Right, I'm off out into the freezing night to roll around in a field. All those literary giants breathed here and whilst they were breathing, they will have facilitated the growth of plants and these plants begat other plants and so on and so on. In short - there may be something in the grass. If there is and I roll in it... what the heck am I on about now? Note to self. Seek professional help.
Guest Blog!
Fortunately, my mood and sense of utter inadequacy has been lifted by an invitation to write a guest blog. I am jolly excited by this and hope to pull together some kind of 'blog tour' in the near future which will give me a sense of real authory-ness and prepare me for the greatness which, temporarily, eludes me. I'll keep you posted. Meanwhile, make sure you come back here on Thursday and I'll post the link to my guest blog.
Loving all the comments by the way. Keep them coming. :)
Rebecca
Congrats on finishing the second novel! Better to be living where the bar is set high. You could be living like Jane Goodall; among the chimps where scratching dribble in the dirt looks like Faulkner.
There is an easy way to publish a book read on my blog
Hello Rebecca if you are looking for a publisher, you can go to amazon.com. According to this website it is easy to publish a book electronically with out much or no cost.

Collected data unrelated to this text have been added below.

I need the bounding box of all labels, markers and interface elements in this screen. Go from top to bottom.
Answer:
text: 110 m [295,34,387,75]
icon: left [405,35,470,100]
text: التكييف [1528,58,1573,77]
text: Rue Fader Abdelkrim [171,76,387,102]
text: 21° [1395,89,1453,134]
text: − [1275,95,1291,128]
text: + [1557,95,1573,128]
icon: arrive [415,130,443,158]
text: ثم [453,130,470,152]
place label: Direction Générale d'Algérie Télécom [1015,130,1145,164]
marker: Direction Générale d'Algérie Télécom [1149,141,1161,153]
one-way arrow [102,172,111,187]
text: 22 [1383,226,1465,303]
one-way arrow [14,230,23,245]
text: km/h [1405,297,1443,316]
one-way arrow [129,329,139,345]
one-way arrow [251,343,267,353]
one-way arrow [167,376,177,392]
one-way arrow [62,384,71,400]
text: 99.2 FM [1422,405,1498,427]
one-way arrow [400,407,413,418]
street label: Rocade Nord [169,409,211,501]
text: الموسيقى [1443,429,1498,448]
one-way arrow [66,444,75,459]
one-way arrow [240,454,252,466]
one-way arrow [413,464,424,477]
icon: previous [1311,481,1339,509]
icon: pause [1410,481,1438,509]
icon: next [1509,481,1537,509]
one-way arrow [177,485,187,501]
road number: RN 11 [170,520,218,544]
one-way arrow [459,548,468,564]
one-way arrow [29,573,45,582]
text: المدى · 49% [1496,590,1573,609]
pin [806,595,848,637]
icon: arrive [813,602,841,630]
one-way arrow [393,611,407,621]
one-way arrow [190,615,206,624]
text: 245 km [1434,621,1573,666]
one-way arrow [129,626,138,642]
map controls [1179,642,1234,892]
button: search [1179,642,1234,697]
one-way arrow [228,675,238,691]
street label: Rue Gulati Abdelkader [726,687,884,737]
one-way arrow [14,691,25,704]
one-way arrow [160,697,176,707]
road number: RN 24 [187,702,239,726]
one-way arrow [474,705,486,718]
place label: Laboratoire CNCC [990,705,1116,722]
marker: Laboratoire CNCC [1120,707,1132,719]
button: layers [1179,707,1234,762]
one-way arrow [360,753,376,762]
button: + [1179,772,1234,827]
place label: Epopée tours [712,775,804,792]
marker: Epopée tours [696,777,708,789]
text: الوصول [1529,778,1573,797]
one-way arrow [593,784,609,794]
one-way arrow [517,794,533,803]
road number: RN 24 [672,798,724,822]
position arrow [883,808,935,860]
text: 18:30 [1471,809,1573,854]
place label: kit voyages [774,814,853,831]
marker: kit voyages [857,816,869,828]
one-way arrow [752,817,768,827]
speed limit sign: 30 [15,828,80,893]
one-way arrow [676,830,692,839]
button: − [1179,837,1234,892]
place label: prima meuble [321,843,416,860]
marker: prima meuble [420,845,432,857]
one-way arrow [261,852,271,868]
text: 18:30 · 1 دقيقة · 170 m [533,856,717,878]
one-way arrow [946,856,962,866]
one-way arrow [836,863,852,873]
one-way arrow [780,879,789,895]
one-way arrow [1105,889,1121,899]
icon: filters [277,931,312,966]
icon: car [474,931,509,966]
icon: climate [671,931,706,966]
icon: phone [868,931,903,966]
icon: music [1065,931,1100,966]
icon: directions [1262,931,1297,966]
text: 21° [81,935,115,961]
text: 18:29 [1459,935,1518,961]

Thanks Grant. The chimps don't need to do the editing thing do they? That's the tricky bit. Once I've scrawled my mark in the metaphorical dirt, I'd like it to stay like that but unfortunately, I've got to go back with my stick and turn it into something more presentable. That's why I like blogging. More rough and ready. Novel writing's my real love. Blogging's a dirty bit of fun on the side!
Tilahun,
Thanks for the info but I'm already pretty clued up on that kind of publishing. At the moment, I'm trying to go the more conventional route although I certainly wouldn't rule pod-publishing out in the future.